Travelling Docudays UA-2022 took place despite shelling and blackouts. From 12 November to the end of December, the audience in Ukraine and even abroad watched the talented documentary films offline and online. They also participated in discussions and human rights events. We share the results and incredible moments of the most stunning Travelling Docudays UA.
This year's Festival was held in a shortened period, but this didn't stop the team, together with regional partners, from organising a rich programme and holding all the planned events. In particular, 218 offline film screenings took place in 17 regions of Ukraine. The audience from Germany, Israel, Norway, and Poland joined the Festival for the first time. Offline and online, we held 251 screenings and 82 events in total.

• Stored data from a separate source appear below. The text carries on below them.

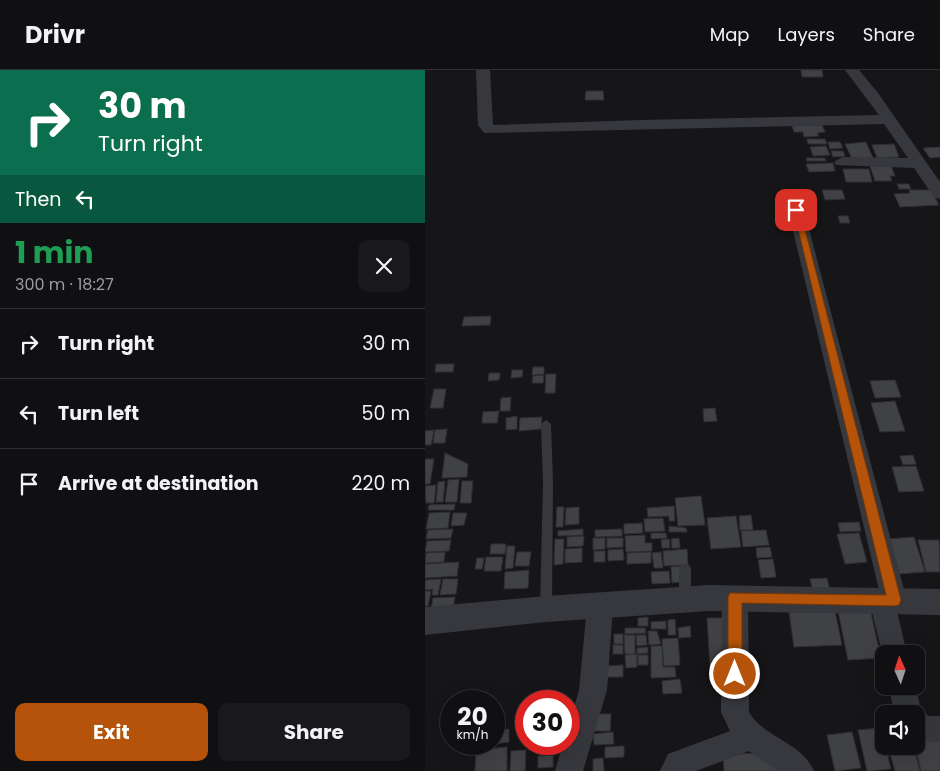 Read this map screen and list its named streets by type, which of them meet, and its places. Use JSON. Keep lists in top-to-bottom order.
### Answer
{
  "north": "top",
  "page": {
    "header": "Drivr",
    "nav": ["Map", "Layers", "Share"],
    "turn": ["30 m", "Turn right"],
    "then": "Then",
    "heading": ["1 min", "300 m · 18:27"],
    "list": [
      {
        "name": "Turn right",
        "value": "30 m"
      },
      {
        "name": "Turn left",
        "value": "50 m"
      },
      {
        "name": "Arrive at destination",
        "value": "220 m"
      }
    ],
    "speed": "20 km/h",
    "limit": "30",
    "buttons": ["Exit", "Share"]
  }
} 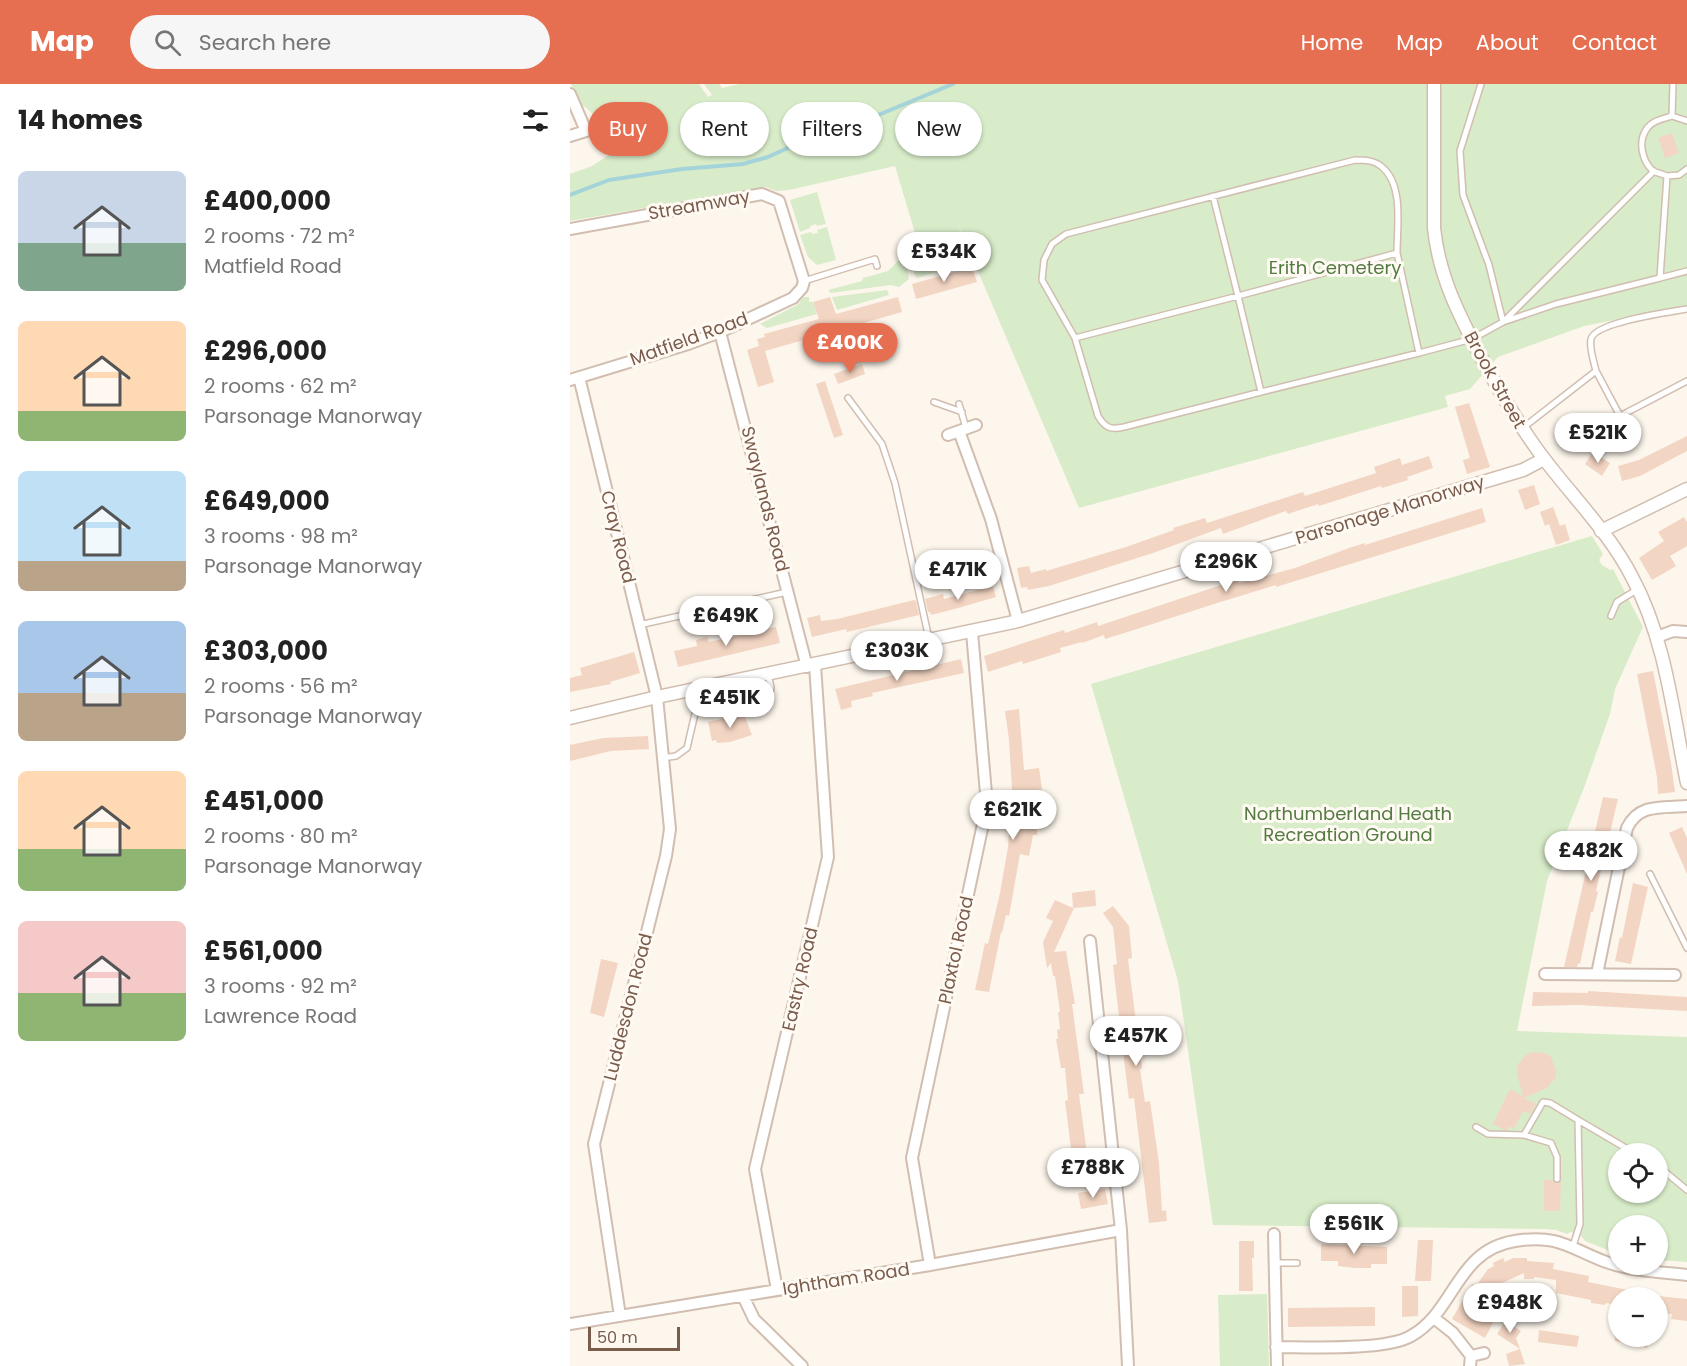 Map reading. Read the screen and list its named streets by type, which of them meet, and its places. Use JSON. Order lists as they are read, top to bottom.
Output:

The Travelling Docudays UA programme included 19 films: a block of short films made by Ukrainian directors after the start of the full-scale invasion, as well as foreign and Ukrainian films from the 19 DOCUDAYS UA programme, which the team prepared last winter for screenings in cinemas in peaceful Kyiv. The Festival's theme, State of Emergency, was very close and clear to the audience. Participants of the events discussed new realities and how to adapt to them in every area of life, shared experiences and problems, and searched for and found new meanings and pillars of support.
19 Travelling Docudays UA in Lviv
The journey of the Travelling Festival was full of special events and many 'first times'. The Festival travelled abroad, and a total of eight screenings were held in the cities of Germany, Israel, Norway, and Poland. Also, several of our coordinators held a festival for the audience of two regions or cities at once, including their native regions and those where they had to temporarily relocate due to the war: Mariupol and Dnipro, Zaporizhzhia and Lviv Oblast, Kharkiv Oblast, and Cherkasy. The regional coordinators did not leave their audience without the opportunity to watch the documentary films, meet together and talk about their experiences. By the way, Travelling Festival visited Cherkasy Oblast for the first time.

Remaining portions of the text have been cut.